Choice is needed in order to move from $|A|\cdot|B|=|\bigcup_{a\in A}B_a|$, where $B_a$ is some set of cardinality $B$. Namely, infinite unions are not necessarily the same as a product, not as freely as we take them when we assume AC.

If, however, $B_a=\{a\}\times B$, for example, then that's fine, as the union is exactly $A\times B$, which is by definition the set whose cardinality is $|A|\cdot|B|$.


So $\aleph_0\cdot2^{\aleph_0}$ is the cardinality of $\Bbb{N\times R}$. As you identify correctly, that is a subset of $\Bbb{R\times R}$, which without choice, has the same cardinality as $\Bbb R$ itself. And finally, Cantor–Bernstein is also choice-free, so we are done.

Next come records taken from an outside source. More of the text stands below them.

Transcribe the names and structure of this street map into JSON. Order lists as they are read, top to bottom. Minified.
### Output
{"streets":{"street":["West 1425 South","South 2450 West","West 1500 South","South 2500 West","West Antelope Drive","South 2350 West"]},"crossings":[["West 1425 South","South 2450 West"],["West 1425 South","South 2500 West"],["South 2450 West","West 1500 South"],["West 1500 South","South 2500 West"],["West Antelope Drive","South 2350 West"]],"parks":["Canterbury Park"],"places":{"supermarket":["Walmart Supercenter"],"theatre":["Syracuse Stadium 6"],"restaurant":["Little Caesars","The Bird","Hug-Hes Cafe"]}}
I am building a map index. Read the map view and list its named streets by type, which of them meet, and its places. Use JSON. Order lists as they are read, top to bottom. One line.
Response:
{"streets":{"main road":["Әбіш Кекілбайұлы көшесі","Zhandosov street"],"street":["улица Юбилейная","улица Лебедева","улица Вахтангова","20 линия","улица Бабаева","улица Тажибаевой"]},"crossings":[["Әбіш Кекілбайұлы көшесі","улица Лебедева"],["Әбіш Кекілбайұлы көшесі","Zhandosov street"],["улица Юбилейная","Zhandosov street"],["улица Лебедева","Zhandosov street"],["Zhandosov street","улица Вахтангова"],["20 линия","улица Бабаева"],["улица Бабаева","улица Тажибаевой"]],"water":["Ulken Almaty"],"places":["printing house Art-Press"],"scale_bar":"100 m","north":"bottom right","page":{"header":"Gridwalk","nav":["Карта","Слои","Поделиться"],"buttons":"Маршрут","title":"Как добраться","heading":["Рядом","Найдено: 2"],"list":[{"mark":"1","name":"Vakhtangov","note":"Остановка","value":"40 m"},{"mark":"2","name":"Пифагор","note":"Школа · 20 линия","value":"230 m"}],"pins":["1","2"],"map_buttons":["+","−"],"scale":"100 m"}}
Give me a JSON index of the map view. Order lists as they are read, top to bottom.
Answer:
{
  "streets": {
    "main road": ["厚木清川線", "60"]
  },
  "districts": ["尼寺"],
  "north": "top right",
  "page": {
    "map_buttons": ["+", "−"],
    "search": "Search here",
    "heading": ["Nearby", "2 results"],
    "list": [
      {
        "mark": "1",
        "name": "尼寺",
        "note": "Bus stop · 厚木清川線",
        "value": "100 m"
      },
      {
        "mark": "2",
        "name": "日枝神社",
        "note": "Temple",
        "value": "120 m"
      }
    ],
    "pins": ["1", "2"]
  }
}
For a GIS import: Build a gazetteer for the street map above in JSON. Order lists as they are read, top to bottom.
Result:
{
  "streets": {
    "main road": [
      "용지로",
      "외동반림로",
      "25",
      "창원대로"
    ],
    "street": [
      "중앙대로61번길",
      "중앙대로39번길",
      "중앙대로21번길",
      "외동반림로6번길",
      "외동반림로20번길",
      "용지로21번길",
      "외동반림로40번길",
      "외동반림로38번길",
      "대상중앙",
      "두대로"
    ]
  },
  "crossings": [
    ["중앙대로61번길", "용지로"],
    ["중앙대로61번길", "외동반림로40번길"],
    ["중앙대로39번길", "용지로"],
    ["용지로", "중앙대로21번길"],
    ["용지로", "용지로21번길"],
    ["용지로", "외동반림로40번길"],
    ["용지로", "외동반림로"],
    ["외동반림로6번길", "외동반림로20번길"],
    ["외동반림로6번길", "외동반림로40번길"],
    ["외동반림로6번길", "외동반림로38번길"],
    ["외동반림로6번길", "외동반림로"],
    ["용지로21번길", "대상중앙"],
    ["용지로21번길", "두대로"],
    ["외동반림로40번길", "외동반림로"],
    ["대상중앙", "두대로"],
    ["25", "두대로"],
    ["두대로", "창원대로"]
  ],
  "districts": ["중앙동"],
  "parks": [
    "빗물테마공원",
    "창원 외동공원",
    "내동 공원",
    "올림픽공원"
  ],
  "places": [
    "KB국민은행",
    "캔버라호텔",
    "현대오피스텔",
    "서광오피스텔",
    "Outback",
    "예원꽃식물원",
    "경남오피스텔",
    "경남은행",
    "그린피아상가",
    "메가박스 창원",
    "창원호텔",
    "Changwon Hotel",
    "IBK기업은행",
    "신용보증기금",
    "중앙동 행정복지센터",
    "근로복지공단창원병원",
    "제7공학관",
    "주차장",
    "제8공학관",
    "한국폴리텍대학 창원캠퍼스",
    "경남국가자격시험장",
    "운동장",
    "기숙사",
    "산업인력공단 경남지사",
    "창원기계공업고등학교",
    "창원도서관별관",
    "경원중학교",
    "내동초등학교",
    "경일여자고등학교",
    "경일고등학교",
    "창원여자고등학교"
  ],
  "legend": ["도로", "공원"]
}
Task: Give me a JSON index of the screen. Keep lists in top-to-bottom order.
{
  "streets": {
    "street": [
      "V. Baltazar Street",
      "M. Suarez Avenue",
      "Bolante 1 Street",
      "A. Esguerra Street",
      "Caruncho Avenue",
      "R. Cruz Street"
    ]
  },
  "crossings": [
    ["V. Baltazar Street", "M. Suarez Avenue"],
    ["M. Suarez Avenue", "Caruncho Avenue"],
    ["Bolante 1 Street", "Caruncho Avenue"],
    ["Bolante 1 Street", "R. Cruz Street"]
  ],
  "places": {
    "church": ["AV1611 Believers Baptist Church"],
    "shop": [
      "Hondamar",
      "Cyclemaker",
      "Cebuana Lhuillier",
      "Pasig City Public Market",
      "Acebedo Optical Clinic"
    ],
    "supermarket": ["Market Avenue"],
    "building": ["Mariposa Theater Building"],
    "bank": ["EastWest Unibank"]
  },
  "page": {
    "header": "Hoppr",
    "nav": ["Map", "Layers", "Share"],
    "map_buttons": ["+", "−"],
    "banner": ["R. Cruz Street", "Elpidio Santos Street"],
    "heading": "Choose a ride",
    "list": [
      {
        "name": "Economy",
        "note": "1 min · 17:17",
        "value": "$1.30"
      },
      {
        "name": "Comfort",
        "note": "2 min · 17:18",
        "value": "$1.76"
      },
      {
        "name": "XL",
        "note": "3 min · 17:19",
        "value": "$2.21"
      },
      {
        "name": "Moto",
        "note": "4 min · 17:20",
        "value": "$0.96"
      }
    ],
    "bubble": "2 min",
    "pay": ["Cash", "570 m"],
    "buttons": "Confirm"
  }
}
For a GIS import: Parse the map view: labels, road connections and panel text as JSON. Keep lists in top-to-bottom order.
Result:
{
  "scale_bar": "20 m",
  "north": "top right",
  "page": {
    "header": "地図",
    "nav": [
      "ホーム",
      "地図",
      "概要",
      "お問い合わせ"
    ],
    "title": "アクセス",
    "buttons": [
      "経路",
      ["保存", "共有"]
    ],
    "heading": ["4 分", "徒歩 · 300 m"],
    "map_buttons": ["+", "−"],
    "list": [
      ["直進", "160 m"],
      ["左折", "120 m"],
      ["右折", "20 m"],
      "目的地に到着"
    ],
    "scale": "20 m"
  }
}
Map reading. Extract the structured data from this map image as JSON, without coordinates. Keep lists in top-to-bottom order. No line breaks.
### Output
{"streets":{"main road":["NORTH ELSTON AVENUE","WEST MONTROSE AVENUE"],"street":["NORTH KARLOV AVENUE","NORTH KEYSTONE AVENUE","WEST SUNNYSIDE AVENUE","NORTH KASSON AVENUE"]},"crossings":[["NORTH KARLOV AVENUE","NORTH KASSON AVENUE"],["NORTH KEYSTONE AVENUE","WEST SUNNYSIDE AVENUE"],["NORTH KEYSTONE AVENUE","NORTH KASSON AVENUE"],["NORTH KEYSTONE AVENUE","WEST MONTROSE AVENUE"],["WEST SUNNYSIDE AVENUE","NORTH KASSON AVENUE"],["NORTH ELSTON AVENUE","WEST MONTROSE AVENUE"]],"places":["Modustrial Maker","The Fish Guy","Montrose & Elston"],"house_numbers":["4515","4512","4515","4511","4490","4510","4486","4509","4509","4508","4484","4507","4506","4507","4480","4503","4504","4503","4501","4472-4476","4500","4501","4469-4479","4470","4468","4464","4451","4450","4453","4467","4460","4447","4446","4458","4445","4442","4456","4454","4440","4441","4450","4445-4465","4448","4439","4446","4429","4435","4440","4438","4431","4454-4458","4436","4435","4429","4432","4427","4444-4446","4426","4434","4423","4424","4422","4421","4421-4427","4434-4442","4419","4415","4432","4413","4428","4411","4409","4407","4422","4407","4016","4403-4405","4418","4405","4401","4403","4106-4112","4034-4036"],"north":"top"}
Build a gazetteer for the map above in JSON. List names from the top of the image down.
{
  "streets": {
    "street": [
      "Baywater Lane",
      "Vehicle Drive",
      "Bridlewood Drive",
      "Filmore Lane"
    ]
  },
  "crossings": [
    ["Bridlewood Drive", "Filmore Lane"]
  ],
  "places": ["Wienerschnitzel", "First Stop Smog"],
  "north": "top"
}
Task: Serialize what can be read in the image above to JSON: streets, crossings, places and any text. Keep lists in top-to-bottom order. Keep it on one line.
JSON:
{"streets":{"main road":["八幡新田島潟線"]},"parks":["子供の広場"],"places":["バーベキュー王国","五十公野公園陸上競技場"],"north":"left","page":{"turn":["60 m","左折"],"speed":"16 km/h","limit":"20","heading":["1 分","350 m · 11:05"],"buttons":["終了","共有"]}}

It's not true, however, that a countable union of sets of size $2^{\aleph_0}$ each is also of size $2^{\aleph_0}$. For example, if $A$ is a set which is a countable union of countable sets $A_n$, but it cannot be linearly ordered (e.g., it is a union of finite sets), then taking $R_n=\Bbb R\times\{n\}\cup A_n$. Since each $A_n$ is countable (or finite), we get that $R_n$ has size $2^{\aleph_0}$.

But $\bigcup R_n=\Bbb{R\times N}\cup A$, so it cannot be linearly ordered and thus has cardinality strictly bigger than $2^{\aleph_0}$.

However, if you can uniformly biject $R_n$ with $\Bbb R$, then you can turn this into a bijection into $\Bbb{R\times N}$, and the cardinality is again $2^{\aleph_0}$. This is indeed the case where $R_n$ is something like $\Bbb R^n$.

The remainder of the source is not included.